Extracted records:
######

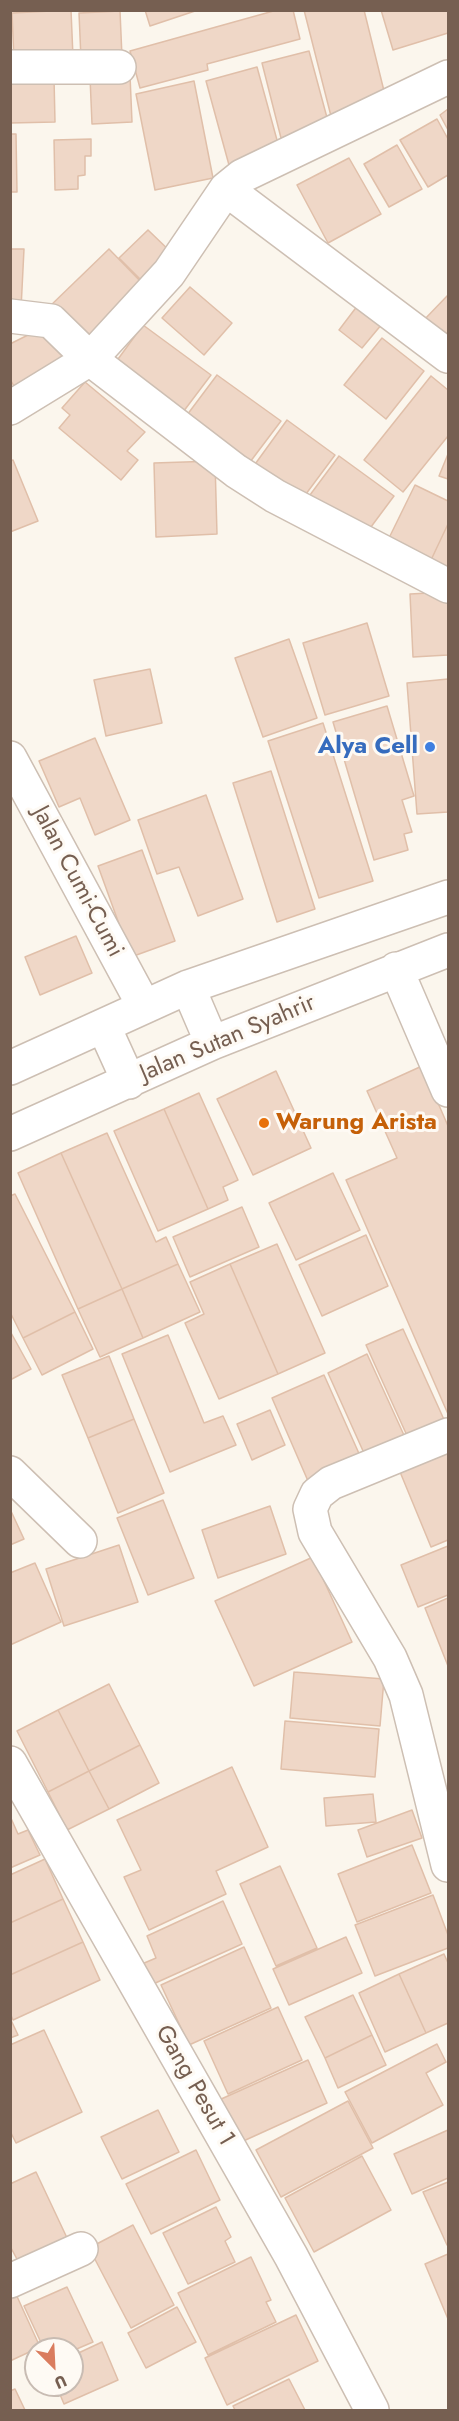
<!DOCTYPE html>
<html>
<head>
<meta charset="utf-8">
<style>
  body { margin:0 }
  #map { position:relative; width:459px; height:2421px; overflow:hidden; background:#fbf6ed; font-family:Jost,sans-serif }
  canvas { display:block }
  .frame { position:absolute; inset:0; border:12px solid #765f51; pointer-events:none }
  .north { position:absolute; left:24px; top:2337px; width:60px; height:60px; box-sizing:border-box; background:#fefaf4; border:2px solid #c8bcb3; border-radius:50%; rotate:156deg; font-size:16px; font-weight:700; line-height:24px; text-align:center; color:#765f51 }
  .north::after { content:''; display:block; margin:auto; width:21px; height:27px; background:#da7c5e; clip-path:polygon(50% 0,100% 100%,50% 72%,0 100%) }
</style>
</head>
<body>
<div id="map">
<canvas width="459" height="2421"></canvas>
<div class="frame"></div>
<div class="north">U</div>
</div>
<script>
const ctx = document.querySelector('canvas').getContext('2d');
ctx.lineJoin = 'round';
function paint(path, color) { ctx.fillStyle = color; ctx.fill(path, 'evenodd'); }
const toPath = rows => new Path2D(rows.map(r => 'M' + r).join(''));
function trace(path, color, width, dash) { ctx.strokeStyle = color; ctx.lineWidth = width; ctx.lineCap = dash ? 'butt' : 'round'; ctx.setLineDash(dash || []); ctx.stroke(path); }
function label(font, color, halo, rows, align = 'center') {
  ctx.font = font + ' Jost,sans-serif'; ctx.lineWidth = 6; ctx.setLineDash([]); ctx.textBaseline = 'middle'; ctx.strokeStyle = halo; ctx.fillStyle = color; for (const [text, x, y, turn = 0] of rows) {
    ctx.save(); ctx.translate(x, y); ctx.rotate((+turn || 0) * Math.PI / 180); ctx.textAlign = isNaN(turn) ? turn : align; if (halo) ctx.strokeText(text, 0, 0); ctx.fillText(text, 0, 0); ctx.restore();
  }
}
const building = toPath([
  [71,10,73,57,14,60,12,13,71,10],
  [145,10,198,10,150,26,145,10],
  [277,10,293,10,300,39,207,64,208,70,140,88,130,51,277,10],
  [304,10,364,10,386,99,332,120,304,10],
  [381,10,448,10,448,33,393,50,381,10],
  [120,11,122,57,81,59,79,13,120,11],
  [309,51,329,125,281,138,262,63,309,51],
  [257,67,280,151,229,165,206,81,257,67],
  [130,75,132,122,92,124,90,77,130,75],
  [54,78,55,122,10,123,10,79,54,78],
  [194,81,213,178,155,190,136,94,194,81],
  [448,109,448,130,440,115,448,109],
  [437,119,448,139,448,175,428,187,400,140,437,119],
  [10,134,16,134,17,192,10,192,10,134],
  [91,139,91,156,85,156,85,175,78,176,78,189,55,190,54,140,91,139],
  [397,145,422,189,389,207,364,164,397,145],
  [349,158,381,214,328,243,297,185,349,158],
  [148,230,174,255,145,284,119,258,148,230],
  [10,249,24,249,21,309,10,309,10,249],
  [109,249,144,285,84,343,48,308,109,249],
  [190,287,232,323,204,355,162,318,190,287],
  [448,295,448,348,422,322,448,295],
  [358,305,382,324,362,348,339,330,358,305],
  [48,325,68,365,16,390,10,379,10,344,48,325],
  [143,325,211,375,177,420,110,370,143,325],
  [382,338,424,371,386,419,344,385,382,338],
  [217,375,281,421,247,466,184,419,217,375],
  [431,376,448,390,448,436,403,492,364,460,431,376],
  [85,382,145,432,127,451,138,460,121,480,59,428,70,415,62,408,85,382],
  [287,420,335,455,300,502,253,467,287,420],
  [448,454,448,479,439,476,448,454],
  [339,456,394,496,362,539,307,499,339,456],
  [13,460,38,521,10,532,10,461,13,460],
  [215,461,217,534,156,537,154,463,215,461],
  [415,485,448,501,448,524,431,560,388,540,415,485],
  [448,524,448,568,431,560,448,524],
  [448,592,448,655,413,657,410,594,448,592],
  [367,623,389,696,325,715,303,643,367,623],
  [289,639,317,718,263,737,235,658,289,639],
  [150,669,162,723,106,736,94,680,150,669],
  [448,679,448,812,417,814,407,683,448,679],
  [387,706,414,796,402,800,412,832,404,834,408,850,374,860,333,722,387,706],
  [323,723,373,881,319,898,268,741,323,723],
  [95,738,130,820,95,835,80,798,59,807,39,761,95,738],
  [271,771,315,909,277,922,233,783,271,771],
  [206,795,243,899,198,916,179,867,157,874,138,820,206,795],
  [142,850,175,941,131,957,98,866,142,850],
  [76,936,92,973,40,995,25,957,76,936],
  [422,1066,448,1126,448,1414,346,1180,397,1158,367,1091,422,1066],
  [276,1071,311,1148,253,1175,217,1099,276,1071],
  [199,1093,238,1180,223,1187,228,1200,208,1209,164,1109,199,1093],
  [164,1109,208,1209,158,1231,114,1131,164,1109],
  [107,1133,156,1242,166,1237,178,1264,122,1289,61,1153,107,1133],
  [61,1153,122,1289,78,1309,18,1173,61,1153],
  [333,1173,360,1230,296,1260,269,1203,333,1173],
  [15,1194,75,1312,23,1338,10,1312,10,1196,15,1194],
  [242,1207,259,1247,190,1277,173,1237,242,1207],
  [366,1235,388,1286,322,1316,299,1265,366,1235],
  [277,1244,325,1353,278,1374,230,1264,277,1244],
  [178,1264,200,1312,143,1338,122,1289,178,1264],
  [230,1264,278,1374,219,1399,185,1323,204,1314,190,1282,230,1264],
  [122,1289,143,1338,100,1357,78,1309,122,1289],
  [75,1312,93,1349,42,1375,23,1338,75,1312],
  [403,1329,446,1424,409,1440,366,1345,403,1329],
  [10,1331,31,1369,10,1380,10,1331],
  [168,1335,204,1423,223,1416,236,1445,170,1472,122,1354,168,1335],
  [367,1354,408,1444,368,1462,328,1373,367,1354],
  [109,1356,134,1419,88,1438,62,1375,109,1356],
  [324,1375,361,1458,308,1481,272,1398,324,1375],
  [270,1410,285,1445,252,1460,237,1424,270,1410],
  [134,1419,164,1493,118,1513,88,1438,134,1419],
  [448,1447,448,1540,431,1547,398,1467,448,1447],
  [163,1500,194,1578,148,1595,117,1518,163,1500],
  [270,1506,286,1554,218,1578,202,1530,270,1506],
  [10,1509,24,1539,10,1545,10,1509],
  [119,1545,138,1602,64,1626,46,1569,119,1545],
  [448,1546,448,1595,418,1607,401,1565,448,1546],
  [313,1557,352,1642,254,1686,215,1601,313,1557],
  [35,1563,61,1622,10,1645,10,1573,35,1563],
  [448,1598,448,1666,425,1608,448,1598],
  [294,1672,384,1679,380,1726,290,1718,294,1672],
  [109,1684,140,1745,89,1771,58,1710,109,1684],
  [58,1710,89,1771,48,1792,17,1731,58,1710],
  [285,1721,379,1729,375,1777,281,1769,285,1721],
  [140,1745,159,1783,109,1809,89,1771,140,1745],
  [232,1767,268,1847,216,1871,226,1894,149,1930,124,1877,141,1870,117,1820,232,1767],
  [89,1771,109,1809,67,1830,48,1792,89,1771],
  [373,1794,376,1822,326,1826,324,1798,373,1794],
  [412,1810,422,1838,367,1857,358,1830,412,1810],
  [10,1816,18,1834,28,1830,40,1855,10,1868,10,1816],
  [412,1845,431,1893,357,1922,338,1874,412,1845],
  [45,1859,63,1899,10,1923,10,1875,45,1859],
  [280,1866,317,1948,276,1966,240,1884,280,1866],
  [433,1895,448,1935,448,1948,375,1976,355,1925,433,1895],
  [63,1899,83,1942,10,1975,10,1923,63,1899],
  [223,1901,242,1944,151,1985,142,1964,156,1958,147,1936,223,1901],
  [346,1937,362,1973,289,2005,273,1969,346,1937],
  [83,1942,100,1980,13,2020,10,2013,10,1975,83,1942],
  [244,1947,271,2008,189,2045,161,1985,244,1947],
  [444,1954,448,1963,448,2023,426,2033,399,1974,444,1954],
  [399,1974,426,2033,385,2052,359,1993,399,1974],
  [353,1995,372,2035,325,2058,305,2017,353,1995],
  [278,2007,302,2060,228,2094,204,2041,278,2007],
  [10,2018,18,2035,10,2038,10,2018],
  [44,2030,82,2112,16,2143,10,2131,10,2045,44,2030],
  [372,2035,386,2065,338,2088,325,2058,372,2035],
  [437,2044,446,2062,426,2073,443,2105,372,2143,345,2092,437,2044],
  [308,2060,327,2103,239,2143,219,2100,308,2060],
  [348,2101,373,2148,281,2197,256,2150,348,2101],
  [158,2110,179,2152,122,2179,101,2137,158,2110],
  [448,2130,448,2178,412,2194,394,2154,448,2130],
  [196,2150,220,2200,151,2234,126,2184,196,2150],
  [362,2156,391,2210,314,2252,285,2198,362,2156],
  [36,2172,68,2240,19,2263,10,2246,10,2184,36,2172],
  [448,2182,448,2244,447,2245,423,2192,448,2182],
  [216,2207,231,2237,225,2241,235,2262,188,2284,163,2233,216,2207],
  [133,2225,174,2305,131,2328,89,2248,133,2225],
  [448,2254,448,2319,425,2264,448,2254],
  [251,2257,271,2300,266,2302,276,2322,208,2355,178,2293,251,2257],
  [67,2287,93,2342,72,2351,72,2349,44,2349,24,2306,67,2287],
  [15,2292,40,2347,10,2361,10,2295,15,2292],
  [177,2307,196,2342,146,2368,128,2333,177,2307],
  [296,2315,318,2361,227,2405,205,2358,296,2315],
  [102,2342,118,2380,64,2404,56,2385,72,2385,72,2356,102,2342],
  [289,2379,305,2410,235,2410,233,2406,289,2379],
  [15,2389,25,2410,10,2410,10,2391,15,2389]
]);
paint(building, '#efd7c7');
trace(building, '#e0bfa9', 1.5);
const minor = toPath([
  [10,67,119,67],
  [226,189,448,356],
  [10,316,51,321,90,359,236,471,275,496,448,586],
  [10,408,90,359,169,273,226,189,242,176,448,77],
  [10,758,144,1006],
  [396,969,448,1090],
  [188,987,212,1043],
  [104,1027,129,1082],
  [10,1068,188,987,448,897],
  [10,1134,212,1043,448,950],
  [448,1435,331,1483,317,1494,310,1509,315,1532,390,1658,406,1695,448,1865],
  [10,1473,80,1541],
  [10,1763,291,2256,372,2410],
  [10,2281,81,2249]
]);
trace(minor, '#cdbfb3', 36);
trace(minor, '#fff', 33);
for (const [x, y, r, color] of [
  [430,747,6,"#3f7fe0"],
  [264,1123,6,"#e8710a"]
]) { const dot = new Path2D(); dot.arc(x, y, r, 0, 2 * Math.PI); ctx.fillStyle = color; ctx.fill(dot); trace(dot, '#fefaf4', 2); }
label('bold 24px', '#366cbe', '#fefaf4', [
  ["Alya Cell",418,747]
], 'right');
label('24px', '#765f51', '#fefaf4', [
  ["Jalan Cumi-Cumi",77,882,62],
  ["Jalan Sutan Syahrir",228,1039,-23],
  ["Gang Pesut 1",194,2086,60]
]);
label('bold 24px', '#c56008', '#fefaf4', [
  ["Warung Arista",276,1123]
], 'left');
</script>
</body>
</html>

######

**Work to be completed**:
Whenever the string "canvas" turns up in a line of the data, copy that line.

**Answer section**:
  canvas { display:block }
<canvas width="459" height="2421"></canvas>
const ctx = document.querySelector('canvas').getContext('2d');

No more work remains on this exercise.